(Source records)
%%
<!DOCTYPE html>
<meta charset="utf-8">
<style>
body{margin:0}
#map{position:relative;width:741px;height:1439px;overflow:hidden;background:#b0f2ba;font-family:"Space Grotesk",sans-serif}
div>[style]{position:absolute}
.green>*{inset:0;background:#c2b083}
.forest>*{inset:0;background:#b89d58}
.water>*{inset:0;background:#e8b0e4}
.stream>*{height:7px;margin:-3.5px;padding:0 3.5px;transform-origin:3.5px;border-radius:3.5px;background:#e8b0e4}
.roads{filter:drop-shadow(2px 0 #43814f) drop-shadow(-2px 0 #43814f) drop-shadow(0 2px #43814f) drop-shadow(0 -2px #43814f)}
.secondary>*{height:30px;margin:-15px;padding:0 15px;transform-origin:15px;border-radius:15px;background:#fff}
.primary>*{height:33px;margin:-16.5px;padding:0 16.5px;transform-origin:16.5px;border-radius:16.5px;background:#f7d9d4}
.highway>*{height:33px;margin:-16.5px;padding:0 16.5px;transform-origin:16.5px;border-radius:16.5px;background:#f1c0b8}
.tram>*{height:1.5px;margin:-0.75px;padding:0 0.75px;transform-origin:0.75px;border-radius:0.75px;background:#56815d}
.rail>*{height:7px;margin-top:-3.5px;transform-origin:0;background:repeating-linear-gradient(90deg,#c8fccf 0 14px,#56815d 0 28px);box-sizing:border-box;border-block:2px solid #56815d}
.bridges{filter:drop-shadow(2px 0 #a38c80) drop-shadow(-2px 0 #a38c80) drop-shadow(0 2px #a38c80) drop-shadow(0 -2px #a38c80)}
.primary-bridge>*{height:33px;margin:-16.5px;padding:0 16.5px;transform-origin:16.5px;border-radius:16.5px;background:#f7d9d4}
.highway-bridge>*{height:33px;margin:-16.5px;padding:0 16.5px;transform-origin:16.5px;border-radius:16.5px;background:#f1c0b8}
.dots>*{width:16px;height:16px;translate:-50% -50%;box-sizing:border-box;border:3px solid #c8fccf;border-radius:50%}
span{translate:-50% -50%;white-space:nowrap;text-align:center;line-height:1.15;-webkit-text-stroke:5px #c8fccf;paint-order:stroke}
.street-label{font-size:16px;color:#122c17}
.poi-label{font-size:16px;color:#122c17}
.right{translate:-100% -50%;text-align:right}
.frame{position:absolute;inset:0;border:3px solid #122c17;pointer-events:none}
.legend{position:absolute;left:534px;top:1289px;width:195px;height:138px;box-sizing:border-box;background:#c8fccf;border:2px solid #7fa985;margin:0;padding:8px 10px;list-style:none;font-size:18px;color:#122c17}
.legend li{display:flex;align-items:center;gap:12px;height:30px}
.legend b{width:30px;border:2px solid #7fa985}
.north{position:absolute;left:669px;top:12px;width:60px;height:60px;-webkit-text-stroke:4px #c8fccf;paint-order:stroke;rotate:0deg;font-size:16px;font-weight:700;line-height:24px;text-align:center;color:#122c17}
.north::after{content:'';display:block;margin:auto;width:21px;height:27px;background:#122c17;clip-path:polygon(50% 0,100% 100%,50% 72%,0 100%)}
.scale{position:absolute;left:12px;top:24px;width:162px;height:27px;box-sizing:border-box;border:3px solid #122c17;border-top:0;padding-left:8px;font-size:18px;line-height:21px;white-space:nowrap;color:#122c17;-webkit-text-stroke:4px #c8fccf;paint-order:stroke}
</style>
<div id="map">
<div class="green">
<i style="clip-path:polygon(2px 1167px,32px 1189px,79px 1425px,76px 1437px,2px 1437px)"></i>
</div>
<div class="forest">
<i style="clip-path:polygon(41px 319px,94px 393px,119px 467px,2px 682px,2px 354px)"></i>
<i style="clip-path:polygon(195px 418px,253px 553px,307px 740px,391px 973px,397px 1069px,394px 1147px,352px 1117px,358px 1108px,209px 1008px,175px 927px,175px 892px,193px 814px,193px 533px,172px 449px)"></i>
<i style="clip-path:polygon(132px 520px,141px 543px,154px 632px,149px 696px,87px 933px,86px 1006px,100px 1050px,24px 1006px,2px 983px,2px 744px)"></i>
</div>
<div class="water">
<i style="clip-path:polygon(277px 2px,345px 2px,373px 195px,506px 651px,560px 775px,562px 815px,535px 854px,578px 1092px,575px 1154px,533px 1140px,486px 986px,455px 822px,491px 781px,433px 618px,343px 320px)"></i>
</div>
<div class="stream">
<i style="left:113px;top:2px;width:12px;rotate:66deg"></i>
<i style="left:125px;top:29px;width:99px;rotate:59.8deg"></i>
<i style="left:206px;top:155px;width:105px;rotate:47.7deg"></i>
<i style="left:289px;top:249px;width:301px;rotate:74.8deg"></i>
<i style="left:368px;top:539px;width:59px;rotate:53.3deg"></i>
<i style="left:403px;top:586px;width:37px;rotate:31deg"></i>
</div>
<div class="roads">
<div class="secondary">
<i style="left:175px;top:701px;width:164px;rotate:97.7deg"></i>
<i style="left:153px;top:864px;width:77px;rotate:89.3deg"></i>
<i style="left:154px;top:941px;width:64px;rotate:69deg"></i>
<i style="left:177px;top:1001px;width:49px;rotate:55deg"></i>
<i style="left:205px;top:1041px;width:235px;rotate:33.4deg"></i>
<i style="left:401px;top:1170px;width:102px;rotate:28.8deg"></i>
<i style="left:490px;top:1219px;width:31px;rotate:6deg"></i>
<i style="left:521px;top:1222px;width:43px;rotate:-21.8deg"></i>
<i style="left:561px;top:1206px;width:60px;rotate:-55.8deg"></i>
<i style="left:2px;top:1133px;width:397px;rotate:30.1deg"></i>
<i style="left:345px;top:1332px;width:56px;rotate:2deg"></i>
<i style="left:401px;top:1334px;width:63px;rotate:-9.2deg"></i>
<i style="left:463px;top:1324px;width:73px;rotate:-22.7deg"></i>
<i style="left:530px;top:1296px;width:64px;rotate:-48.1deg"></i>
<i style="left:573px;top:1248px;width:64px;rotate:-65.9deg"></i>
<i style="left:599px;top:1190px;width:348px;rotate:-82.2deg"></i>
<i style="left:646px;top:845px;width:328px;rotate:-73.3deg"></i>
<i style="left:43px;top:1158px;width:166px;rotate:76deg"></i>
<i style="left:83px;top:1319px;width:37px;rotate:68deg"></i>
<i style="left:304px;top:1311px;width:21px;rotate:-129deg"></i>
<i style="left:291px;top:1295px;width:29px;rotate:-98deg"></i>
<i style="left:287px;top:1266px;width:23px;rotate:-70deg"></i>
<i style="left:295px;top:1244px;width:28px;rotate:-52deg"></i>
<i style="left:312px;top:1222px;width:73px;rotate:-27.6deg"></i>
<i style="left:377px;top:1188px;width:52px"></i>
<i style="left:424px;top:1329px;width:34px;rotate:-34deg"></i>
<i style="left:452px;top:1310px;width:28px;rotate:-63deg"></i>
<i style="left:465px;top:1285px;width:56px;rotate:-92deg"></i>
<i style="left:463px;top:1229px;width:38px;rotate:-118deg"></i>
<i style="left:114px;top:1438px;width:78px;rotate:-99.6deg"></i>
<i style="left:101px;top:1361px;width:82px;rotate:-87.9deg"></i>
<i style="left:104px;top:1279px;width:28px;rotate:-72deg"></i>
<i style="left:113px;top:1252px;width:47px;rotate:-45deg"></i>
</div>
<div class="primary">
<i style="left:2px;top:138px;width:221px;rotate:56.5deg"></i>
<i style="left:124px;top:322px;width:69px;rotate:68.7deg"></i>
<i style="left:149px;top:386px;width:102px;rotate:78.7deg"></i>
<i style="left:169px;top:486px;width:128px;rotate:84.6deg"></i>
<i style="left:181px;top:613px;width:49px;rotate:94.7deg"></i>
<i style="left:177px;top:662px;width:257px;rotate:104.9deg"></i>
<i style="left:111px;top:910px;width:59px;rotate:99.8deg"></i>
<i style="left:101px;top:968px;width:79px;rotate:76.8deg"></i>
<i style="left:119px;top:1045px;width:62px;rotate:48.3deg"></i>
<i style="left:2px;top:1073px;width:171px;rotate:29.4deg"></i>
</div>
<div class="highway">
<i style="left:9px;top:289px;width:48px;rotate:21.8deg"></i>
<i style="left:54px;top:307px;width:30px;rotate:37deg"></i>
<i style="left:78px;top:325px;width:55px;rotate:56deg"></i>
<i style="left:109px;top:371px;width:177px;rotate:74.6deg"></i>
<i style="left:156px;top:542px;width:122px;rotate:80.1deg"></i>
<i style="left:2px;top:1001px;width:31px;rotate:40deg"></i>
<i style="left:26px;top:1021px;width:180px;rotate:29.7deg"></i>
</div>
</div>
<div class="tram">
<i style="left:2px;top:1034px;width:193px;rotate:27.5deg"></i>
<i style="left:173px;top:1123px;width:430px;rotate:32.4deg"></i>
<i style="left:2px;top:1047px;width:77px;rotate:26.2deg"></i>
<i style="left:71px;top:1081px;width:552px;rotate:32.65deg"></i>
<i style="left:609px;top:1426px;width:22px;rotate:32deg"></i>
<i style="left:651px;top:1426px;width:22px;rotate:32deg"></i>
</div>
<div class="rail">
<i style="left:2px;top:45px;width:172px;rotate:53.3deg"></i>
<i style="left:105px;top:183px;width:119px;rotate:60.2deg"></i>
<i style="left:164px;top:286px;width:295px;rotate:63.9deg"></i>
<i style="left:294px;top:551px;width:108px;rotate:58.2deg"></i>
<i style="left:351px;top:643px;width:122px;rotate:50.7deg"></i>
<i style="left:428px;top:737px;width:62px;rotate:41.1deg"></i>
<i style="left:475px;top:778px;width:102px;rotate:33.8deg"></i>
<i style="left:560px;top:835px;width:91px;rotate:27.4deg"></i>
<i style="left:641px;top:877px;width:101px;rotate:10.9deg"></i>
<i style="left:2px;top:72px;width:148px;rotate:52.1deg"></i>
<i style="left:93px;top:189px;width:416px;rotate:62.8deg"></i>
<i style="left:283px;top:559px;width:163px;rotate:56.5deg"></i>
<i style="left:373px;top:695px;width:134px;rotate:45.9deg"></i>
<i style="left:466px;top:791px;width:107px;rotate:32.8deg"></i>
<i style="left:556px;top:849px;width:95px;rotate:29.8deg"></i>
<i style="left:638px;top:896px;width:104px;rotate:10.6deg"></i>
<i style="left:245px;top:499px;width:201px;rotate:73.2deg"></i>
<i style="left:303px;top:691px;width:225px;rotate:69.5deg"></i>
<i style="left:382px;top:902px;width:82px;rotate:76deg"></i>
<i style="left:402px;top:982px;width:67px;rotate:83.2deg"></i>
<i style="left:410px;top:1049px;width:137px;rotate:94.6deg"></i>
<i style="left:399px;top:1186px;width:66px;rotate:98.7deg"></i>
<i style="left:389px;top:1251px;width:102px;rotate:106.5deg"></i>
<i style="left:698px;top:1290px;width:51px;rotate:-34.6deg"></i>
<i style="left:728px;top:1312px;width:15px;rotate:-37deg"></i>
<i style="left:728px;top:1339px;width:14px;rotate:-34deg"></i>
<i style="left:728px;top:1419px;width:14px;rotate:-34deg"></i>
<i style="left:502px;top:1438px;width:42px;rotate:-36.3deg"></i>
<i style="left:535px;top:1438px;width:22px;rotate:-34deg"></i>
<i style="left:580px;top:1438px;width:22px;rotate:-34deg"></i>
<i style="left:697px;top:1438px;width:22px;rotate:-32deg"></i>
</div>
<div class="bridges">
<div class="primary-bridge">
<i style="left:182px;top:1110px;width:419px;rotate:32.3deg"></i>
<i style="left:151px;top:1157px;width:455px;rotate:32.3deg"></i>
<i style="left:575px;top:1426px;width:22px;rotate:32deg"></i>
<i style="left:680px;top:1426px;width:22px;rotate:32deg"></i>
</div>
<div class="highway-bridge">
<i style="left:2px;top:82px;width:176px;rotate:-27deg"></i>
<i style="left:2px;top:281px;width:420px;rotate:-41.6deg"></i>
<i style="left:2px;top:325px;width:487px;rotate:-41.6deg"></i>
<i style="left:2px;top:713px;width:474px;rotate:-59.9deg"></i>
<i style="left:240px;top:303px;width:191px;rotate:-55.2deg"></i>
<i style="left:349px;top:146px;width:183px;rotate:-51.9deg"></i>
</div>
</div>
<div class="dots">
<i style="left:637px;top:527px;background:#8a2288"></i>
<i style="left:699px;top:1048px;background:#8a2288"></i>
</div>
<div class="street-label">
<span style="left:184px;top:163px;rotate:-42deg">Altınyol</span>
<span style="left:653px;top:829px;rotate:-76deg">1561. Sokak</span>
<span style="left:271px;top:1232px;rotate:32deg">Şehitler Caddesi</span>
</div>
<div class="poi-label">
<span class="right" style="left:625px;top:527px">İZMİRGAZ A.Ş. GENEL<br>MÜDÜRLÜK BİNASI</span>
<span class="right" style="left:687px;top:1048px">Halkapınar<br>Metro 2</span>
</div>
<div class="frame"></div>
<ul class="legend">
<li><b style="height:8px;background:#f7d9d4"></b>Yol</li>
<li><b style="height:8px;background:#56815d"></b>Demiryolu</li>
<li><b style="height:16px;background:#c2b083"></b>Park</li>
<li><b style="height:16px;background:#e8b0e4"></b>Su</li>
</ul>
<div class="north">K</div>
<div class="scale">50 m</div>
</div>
%%
● The task: If a line of the records above holds the word "stream", show it.

● Final answer:
.stream>*{height:7px;margin:-3.5px;padding:0 3.5px;transform-origin:3.5px;border-radius:3.5px;background:#e8b0e4}
<div class="stream">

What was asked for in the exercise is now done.